There’s not a great deal to say about her first year of life… she has been pretty well over all and breastfed like a dream until she was almost 10 months old when she decided she’d had enough and rejected me. She is delayed, of course she is, but she is hitting every milestone in her own time. She sat up at about 9 months, was able to get from lieing to sitting at 12.5 months, began crawling at 13.5 months and is beginning to pull herself up on things now. She is a feisty determined little girl and she makes us very, very proud every day. Ava is a wonderful big sister and provides Seren with the friendship and motivation she needs to develop. They are brilliant together.
Both of our girls are utterly perfect to us. I can’t even put in to words how much better my life has got since having children. I wonder what on earth the point was of existing before them!! Seren has added a new dimension to our lives too and I am going to try and explain in future posts how she has done that… having her in my life is like having a strange epiphany; everything is better, everything is more beautiful. I am grateful every day that I had Ava to teach me how to be a mum first, loving unconditionally and now Seren to teach me how to be a better person.
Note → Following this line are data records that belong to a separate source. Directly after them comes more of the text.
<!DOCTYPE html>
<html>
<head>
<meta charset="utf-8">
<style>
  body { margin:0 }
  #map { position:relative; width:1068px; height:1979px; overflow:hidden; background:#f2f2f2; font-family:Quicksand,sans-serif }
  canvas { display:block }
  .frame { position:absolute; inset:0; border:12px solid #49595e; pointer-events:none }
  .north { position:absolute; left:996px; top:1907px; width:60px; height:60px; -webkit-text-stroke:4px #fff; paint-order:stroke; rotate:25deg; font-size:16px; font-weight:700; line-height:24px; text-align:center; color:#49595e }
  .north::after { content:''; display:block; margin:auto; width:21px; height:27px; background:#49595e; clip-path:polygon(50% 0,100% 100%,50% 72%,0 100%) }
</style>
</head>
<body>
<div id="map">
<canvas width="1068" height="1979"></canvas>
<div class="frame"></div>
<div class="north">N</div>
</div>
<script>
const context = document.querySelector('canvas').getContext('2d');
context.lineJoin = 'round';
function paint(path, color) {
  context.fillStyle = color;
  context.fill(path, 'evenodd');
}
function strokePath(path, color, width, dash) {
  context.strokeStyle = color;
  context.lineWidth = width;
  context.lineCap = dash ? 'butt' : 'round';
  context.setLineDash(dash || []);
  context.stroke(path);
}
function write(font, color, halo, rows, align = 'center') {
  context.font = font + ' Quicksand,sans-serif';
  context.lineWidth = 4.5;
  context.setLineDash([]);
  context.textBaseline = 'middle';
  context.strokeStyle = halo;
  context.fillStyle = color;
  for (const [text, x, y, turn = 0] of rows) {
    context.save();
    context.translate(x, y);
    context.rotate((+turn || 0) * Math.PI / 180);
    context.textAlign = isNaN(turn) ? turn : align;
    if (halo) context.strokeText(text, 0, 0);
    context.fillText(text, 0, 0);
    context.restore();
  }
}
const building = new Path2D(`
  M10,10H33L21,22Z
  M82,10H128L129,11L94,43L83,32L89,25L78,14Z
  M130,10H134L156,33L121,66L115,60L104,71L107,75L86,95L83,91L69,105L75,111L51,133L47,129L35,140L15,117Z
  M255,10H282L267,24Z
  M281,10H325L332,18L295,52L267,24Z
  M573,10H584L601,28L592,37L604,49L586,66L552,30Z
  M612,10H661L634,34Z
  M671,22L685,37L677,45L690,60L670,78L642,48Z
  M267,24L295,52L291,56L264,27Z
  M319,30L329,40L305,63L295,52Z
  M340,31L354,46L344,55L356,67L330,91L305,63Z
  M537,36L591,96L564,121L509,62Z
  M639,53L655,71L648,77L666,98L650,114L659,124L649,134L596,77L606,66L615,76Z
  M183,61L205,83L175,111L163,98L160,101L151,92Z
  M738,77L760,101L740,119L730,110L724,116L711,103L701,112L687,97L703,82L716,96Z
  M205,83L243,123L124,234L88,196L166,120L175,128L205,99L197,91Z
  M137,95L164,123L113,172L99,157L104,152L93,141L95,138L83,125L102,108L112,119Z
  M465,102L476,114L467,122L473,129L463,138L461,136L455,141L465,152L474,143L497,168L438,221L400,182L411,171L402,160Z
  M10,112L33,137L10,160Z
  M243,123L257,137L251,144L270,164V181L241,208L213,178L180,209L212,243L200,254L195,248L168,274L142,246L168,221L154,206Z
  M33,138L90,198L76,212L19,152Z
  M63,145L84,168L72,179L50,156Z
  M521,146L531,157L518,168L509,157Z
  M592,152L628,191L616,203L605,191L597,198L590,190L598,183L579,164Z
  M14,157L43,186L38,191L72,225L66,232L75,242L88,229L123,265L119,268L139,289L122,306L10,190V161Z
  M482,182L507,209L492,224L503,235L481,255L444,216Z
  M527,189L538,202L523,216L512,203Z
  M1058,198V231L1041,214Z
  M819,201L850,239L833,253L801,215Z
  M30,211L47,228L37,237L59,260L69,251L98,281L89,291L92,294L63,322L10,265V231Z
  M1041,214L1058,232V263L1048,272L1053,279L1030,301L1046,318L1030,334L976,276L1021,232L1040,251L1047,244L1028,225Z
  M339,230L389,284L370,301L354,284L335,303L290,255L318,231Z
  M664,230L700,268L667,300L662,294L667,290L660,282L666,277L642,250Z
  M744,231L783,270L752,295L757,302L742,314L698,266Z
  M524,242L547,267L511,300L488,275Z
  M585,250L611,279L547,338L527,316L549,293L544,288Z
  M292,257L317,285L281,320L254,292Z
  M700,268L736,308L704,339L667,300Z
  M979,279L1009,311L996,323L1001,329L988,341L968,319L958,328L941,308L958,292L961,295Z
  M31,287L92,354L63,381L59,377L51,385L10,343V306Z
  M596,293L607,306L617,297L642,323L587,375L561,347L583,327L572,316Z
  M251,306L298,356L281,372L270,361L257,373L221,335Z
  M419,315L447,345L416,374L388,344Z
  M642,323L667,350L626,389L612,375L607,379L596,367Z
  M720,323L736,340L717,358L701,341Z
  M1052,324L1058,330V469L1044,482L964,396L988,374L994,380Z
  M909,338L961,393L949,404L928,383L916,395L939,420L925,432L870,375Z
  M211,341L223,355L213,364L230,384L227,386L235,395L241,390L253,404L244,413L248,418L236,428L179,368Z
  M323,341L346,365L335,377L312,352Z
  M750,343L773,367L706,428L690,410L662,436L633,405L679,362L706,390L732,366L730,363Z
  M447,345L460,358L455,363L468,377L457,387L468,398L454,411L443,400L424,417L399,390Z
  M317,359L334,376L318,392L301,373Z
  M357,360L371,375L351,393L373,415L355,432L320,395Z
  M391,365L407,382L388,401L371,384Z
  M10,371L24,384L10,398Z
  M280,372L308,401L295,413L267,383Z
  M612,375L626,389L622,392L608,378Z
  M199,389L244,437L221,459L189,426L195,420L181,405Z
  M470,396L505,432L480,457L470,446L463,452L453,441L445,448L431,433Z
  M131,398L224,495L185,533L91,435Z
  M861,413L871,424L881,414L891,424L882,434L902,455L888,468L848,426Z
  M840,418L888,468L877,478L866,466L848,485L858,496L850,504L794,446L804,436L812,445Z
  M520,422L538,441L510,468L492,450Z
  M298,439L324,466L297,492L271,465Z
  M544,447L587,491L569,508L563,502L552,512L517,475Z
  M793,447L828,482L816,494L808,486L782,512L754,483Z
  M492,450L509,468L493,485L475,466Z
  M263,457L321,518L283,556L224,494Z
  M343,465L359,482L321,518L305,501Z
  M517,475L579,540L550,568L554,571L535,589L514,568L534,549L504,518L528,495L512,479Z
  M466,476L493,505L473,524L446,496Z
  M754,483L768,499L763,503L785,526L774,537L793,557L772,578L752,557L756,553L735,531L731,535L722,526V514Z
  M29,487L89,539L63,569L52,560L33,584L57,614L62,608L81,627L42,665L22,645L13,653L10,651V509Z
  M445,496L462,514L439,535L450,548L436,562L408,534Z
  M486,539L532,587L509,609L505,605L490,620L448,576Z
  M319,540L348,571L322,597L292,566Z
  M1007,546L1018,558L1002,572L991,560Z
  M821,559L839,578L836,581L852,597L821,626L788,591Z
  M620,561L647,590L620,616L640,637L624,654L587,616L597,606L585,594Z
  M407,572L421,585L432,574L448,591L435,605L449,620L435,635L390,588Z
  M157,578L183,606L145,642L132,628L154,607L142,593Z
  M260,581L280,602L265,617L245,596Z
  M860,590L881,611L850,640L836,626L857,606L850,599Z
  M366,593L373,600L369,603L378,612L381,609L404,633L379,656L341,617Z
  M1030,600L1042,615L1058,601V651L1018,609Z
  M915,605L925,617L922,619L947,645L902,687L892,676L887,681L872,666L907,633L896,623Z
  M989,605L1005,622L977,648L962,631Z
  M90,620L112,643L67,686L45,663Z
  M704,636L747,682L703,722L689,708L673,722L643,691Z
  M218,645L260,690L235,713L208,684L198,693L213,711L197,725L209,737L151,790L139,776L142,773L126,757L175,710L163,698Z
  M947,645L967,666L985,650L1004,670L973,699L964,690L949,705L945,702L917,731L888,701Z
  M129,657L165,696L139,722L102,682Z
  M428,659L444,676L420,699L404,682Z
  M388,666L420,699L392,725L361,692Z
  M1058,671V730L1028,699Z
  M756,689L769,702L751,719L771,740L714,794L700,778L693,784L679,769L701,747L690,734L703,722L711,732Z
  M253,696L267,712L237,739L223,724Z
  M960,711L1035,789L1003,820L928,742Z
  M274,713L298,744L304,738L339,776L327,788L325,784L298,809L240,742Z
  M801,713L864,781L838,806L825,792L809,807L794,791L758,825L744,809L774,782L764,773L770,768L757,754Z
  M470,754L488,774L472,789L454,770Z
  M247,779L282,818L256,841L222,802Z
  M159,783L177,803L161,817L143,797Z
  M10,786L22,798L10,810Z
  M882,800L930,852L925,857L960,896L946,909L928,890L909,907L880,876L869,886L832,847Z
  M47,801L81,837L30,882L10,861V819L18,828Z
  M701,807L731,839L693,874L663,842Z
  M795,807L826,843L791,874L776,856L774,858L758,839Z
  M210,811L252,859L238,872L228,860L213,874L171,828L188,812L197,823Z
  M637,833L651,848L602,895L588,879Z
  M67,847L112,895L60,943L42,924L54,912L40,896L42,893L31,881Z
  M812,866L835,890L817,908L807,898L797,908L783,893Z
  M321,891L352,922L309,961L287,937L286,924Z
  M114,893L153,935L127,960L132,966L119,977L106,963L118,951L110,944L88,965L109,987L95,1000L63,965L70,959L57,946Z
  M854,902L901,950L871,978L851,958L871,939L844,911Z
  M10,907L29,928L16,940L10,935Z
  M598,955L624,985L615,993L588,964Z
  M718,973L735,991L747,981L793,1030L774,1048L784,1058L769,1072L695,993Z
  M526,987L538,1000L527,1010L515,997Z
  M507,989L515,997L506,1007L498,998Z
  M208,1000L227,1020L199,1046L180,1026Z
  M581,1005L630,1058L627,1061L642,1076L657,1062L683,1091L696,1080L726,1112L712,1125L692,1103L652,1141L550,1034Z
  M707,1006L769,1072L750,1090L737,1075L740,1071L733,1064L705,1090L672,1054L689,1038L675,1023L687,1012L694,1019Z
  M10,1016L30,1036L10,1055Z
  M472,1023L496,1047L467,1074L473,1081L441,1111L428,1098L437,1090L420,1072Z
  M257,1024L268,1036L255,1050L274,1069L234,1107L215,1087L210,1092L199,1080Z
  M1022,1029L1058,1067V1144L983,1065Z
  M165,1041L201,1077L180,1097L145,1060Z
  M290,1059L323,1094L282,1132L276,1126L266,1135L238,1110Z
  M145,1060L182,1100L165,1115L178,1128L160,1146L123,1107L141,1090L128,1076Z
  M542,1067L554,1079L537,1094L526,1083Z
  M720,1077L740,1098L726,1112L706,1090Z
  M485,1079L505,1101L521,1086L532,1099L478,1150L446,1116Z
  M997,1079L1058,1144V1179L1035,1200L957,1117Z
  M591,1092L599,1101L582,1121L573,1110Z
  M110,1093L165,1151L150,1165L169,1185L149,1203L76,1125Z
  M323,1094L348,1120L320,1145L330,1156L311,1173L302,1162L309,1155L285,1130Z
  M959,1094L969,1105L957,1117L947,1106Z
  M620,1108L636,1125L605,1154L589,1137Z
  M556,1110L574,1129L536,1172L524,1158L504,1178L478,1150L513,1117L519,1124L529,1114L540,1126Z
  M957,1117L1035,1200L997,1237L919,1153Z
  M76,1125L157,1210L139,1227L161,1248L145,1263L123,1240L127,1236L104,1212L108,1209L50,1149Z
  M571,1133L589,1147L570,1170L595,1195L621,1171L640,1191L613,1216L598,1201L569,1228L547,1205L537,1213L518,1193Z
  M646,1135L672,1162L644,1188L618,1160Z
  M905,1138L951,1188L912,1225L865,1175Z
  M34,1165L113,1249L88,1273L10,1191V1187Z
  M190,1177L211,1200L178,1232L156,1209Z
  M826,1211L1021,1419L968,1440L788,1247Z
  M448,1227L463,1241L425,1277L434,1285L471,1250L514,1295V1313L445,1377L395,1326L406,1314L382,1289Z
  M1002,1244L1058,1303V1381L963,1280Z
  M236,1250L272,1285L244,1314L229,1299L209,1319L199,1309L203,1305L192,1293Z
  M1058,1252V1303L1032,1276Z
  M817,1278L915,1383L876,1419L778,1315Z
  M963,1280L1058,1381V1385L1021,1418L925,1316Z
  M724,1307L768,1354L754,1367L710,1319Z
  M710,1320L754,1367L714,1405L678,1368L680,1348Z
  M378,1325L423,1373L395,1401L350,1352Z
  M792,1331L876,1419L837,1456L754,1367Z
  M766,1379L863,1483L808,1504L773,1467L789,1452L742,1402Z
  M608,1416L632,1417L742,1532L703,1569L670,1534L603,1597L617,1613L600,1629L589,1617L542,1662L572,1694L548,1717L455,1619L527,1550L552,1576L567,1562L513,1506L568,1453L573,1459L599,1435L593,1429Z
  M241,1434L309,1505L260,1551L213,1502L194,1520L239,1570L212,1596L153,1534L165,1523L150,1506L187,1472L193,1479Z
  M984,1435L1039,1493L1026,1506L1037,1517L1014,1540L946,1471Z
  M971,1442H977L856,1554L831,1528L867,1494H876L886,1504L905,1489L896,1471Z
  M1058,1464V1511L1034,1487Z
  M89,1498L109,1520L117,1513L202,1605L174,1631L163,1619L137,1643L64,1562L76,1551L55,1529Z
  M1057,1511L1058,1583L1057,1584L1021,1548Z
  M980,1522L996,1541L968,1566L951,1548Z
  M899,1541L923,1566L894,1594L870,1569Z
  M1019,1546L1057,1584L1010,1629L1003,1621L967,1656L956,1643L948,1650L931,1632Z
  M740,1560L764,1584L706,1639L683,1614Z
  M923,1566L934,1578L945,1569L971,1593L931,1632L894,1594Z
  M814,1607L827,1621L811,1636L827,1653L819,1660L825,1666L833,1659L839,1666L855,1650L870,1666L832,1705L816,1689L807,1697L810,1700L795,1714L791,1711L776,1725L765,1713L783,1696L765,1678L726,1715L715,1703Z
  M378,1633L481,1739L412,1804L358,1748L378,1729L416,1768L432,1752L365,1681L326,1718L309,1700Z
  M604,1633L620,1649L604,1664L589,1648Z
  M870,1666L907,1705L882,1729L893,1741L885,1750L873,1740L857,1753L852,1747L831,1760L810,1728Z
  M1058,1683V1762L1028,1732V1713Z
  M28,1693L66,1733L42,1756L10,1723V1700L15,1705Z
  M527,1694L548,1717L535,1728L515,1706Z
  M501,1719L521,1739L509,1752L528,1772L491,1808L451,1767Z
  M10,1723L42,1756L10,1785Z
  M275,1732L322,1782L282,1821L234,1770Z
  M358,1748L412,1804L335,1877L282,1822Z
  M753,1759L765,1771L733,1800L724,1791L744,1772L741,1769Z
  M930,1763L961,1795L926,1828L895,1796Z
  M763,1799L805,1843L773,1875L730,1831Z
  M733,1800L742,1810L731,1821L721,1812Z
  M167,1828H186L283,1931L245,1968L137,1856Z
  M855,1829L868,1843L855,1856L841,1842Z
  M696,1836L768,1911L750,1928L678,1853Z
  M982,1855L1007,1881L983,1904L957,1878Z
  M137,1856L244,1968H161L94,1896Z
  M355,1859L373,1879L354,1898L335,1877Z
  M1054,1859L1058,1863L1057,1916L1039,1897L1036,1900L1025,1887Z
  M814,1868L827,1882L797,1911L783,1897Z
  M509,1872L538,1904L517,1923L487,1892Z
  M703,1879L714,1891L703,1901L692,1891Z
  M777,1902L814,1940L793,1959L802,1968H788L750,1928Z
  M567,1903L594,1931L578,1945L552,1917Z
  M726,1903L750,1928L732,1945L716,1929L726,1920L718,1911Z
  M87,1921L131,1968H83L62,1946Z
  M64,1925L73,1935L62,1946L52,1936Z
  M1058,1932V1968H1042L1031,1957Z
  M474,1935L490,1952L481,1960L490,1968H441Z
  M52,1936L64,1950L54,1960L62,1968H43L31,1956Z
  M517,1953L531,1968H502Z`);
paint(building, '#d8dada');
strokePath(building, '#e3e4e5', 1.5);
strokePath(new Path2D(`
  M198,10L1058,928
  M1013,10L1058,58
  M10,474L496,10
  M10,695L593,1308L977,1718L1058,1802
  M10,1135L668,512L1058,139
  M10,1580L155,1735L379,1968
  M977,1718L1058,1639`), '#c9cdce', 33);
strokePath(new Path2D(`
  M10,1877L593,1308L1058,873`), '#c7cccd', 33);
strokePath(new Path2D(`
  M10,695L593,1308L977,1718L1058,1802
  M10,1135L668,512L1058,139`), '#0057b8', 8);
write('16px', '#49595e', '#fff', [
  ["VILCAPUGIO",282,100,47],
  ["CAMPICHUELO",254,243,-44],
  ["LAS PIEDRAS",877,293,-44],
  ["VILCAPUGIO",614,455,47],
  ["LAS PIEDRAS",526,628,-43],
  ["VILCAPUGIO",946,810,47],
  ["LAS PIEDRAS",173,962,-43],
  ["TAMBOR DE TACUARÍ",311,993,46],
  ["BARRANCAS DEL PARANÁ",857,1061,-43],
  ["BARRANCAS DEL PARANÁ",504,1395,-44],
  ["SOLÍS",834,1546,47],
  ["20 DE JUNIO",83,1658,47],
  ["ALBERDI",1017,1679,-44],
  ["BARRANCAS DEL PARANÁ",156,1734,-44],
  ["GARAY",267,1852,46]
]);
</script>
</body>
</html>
So now on to baby #3!! It took me a while to convince Matt that we should go for a third, but he came round to the idea!! Our decision making process was different this time – not just “can we handle another baby” but “can we handle another baby with Down’s syndrome”. By “handle” I mean financially, emotionally, physically… we decided that we could, and so here we are!! We have had a fantastic service from the John Radcliffe hospital. We had a dating scan at 8 weeks and then more recently (yesterday!) we had our 12 week scan including the nuchal and combined blood test. This screen is far more accurate than the 16 week Triple Test blood test on its own and will give us our “chance” of having another baby with Down’s syndrome. I hate the word “risk”, it makes it sound like such a negative thing, but for us it isn’t. We decided that we would have this screen because it is non-invasive and we are nosey! We are waiting on the results and I imagine we are going to come back as a chance of 1 in less than 100. We will wait and see. The consultant who saw us offered us an amnio, but what’s the point? At this stage there are no anomalies showing and we haven’t had the blood results so it would be purely because we wanted to have a definite answer and again I am unwilling to risk the pregnancy for our curiosity!! I think our decision making process would be altered if something hiddeous showed up on our next scan, but we will cross that bridge when we come to it. There are much much worse things than Down’s syndrome. We are getting an extra scan at 16 weeks to look for markers and discuss options. I am so grateful for this extra scan – like any mum I am keen to make sure that our baby is ok in there. Our nuchal measurement yesterday was 1.8mm which is well within the normal range – but we need the blood test results to calcualte what that actually means in correlation to the stuff in my blood. Just in case I haven’t made it abundantly clear – this is a very wanted baby and Down’s syndrome or not, will be a welcome addition to our family. I am so very lucky that I have such a supportive family and friends – I know this baby will be just as welcomed as Seren was.
Ok enough for now. Anyone would think I have time to sit writing blogs!!